I took the gun with shaking hands. It felt heavier than it should have. Cold and wrong.
"Don't disappoint me again, son," Marco said. "This family has been at war for ten years because of what the Russos did to your mother. It's time to end it."
I nodded and stood up. "I won't let you down."
"Good," Roberto said. "Because failure isn't an option anymore."
I walked toward the door, the gun burning like fire in my pocket. My mind was spinning with questions I couldn't ask and doubts I couldn't share.
As I reached for the door handle, I heard Roberto's phone ring behind me.
"I have to take this," Roberto said to my father.
I opened the door and stepped into the hallway. But instead of leaving, I stopped just outside and listened.
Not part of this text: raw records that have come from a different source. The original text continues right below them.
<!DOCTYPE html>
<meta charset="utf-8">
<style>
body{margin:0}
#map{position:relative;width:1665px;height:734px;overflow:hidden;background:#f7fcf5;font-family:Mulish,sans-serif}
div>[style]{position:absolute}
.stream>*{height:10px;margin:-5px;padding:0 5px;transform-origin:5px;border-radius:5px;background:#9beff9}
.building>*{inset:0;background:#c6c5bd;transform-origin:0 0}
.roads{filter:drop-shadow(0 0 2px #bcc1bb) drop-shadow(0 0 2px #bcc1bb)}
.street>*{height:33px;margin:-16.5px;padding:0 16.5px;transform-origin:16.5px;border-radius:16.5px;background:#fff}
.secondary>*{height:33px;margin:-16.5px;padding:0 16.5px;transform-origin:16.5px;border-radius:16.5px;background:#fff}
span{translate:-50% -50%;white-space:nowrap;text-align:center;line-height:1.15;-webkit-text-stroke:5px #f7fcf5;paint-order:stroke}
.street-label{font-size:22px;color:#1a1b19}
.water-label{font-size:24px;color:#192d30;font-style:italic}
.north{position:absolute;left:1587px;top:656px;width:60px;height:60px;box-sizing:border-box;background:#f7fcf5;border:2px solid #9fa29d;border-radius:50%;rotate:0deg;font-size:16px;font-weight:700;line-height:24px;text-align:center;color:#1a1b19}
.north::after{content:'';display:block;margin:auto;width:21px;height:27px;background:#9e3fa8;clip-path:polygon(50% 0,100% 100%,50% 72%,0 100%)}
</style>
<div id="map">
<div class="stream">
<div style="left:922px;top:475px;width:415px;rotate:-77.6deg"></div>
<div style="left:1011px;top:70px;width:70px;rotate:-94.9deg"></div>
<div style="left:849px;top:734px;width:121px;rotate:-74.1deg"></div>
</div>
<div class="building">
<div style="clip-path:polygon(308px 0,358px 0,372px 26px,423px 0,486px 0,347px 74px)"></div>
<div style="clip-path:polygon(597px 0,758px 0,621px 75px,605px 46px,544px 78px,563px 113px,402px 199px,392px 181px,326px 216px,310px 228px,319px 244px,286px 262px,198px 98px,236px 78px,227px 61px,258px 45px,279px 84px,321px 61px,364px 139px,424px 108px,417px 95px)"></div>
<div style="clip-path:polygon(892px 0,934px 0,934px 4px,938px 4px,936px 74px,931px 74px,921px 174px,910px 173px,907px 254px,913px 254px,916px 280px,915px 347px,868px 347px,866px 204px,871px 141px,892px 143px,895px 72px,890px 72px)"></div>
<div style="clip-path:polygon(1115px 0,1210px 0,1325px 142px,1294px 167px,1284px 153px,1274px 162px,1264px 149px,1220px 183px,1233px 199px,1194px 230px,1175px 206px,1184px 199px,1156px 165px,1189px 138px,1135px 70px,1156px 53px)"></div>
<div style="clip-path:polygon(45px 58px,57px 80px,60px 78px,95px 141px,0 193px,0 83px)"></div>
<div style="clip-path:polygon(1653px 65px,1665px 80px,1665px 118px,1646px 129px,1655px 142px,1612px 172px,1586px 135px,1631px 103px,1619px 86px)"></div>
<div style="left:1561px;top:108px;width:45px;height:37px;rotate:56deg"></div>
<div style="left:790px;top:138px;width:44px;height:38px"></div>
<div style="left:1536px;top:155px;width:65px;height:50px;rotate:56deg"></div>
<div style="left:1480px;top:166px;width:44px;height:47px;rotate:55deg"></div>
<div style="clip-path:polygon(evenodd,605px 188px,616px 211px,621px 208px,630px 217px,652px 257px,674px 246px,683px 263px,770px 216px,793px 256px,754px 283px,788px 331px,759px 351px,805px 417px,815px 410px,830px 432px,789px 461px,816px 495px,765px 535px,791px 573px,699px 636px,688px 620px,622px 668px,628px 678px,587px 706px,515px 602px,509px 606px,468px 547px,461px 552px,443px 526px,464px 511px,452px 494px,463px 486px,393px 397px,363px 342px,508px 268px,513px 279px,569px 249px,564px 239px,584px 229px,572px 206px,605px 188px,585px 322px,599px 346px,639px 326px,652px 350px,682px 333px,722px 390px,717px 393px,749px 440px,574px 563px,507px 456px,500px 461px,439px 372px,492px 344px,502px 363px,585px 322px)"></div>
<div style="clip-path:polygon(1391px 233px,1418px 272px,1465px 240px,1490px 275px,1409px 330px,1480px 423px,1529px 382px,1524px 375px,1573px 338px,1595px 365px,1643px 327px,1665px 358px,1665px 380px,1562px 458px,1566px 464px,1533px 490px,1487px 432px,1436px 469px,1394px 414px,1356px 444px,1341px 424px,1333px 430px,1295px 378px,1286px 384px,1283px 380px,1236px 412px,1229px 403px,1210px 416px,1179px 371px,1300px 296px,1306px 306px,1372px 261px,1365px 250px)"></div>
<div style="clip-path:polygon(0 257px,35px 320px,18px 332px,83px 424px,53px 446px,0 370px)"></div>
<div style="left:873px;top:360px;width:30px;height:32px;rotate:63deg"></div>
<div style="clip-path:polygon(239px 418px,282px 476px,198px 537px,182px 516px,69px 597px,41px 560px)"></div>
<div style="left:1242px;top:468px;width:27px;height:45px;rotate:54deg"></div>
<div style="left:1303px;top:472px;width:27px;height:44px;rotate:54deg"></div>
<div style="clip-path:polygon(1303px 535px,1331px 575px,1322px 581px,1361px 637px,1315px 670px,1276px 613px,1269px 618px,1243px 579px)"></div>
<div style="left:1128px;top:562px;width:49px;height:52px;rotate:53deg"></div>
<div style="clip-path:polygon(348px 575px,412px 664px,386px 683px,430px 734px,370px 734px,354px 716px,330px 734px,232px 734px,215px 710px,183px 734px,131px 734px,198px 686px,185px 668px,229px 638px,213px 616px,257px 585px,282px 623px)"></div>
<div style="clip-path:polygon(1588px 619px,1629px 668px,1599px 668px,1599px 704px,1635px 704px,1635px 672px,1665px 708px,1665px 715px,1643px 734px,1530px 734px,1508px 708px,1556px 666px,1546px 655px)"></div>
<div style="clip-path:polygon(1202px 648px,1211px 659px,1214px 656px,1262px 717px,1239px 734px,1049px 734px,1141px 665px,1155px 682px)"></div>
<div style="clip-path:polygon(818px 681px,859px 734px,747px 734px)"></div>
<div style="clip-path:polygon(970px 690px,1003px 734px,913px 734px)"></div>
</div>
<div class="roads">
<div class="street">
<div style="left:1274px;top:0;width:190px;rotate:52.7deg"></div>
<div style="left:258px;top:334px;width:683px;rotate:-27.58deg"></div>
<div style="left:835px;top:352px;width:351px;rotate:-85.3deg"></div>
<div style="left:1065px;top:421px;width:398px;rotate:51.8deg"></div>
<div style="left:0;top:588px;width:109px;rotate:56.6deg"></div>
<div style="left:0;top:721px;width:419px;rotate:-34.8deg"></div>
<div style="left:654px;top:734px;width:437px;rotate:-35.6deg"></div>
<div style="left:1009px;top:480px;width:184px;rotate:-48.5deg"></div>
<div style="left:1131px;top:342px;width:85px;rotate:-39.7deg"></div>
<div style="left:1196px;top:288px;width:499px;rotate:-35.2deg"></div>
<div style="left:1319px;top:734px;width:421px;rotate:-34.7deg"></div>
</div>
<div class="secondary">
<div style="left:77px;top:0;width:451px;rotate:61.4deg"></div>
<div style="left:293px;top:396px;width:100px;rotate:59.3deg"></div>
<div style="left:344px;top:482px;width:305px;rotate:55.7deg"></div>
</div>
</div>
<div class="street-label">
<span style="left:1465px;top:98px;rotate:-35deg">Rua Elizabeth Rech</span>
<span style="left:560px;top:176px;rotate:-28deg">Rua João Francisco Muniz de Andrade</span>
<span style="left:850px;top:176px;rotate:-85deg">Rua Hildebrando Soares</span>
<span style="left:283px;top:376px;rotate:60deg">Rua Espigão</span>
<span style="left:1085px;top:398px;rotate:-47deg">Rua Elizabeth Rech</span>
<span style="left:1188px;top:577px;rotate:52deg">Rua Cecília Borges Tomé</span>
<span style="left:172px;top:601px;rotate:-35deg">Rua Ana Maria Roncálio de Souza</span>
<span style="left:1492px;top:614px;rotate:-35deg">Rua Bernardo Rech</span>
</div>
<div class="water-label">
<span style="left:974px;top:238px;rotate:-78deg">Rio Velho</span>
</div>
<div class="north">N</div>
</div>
"It's done," Roberto said into his phone. "The boy will do exactly what we need him to do."
"Are you sure?" asked a voice I couldn't identify.
"Positive," Roberto replied. "He's too angry about his mother to think straight. Too desperate to prove himself to ask the right questions."
"And when it's over?"
Roberto laughed, but it was the kind of laugh that made my skin crawl.
"When it's over, Vincent Russo will be so destroyed by his daughter's death that he'll surrender everything. And Tony will be so broken by what he's done that he'll never challenge my authority again."
My hand gripped the door frame so hard I thought it might break.
"Two birds, one stone," Roberto continued. "I get rid of my biggest enemy and my biggest threat at the same time."
The phone clicked off.
I stood in the hallway, my whole world crashing down around me.
Roberto wasn't just using me to get revenge on the Russos.
He was planning to make me kill Isabella Russo.
And then he was going to destroy me too.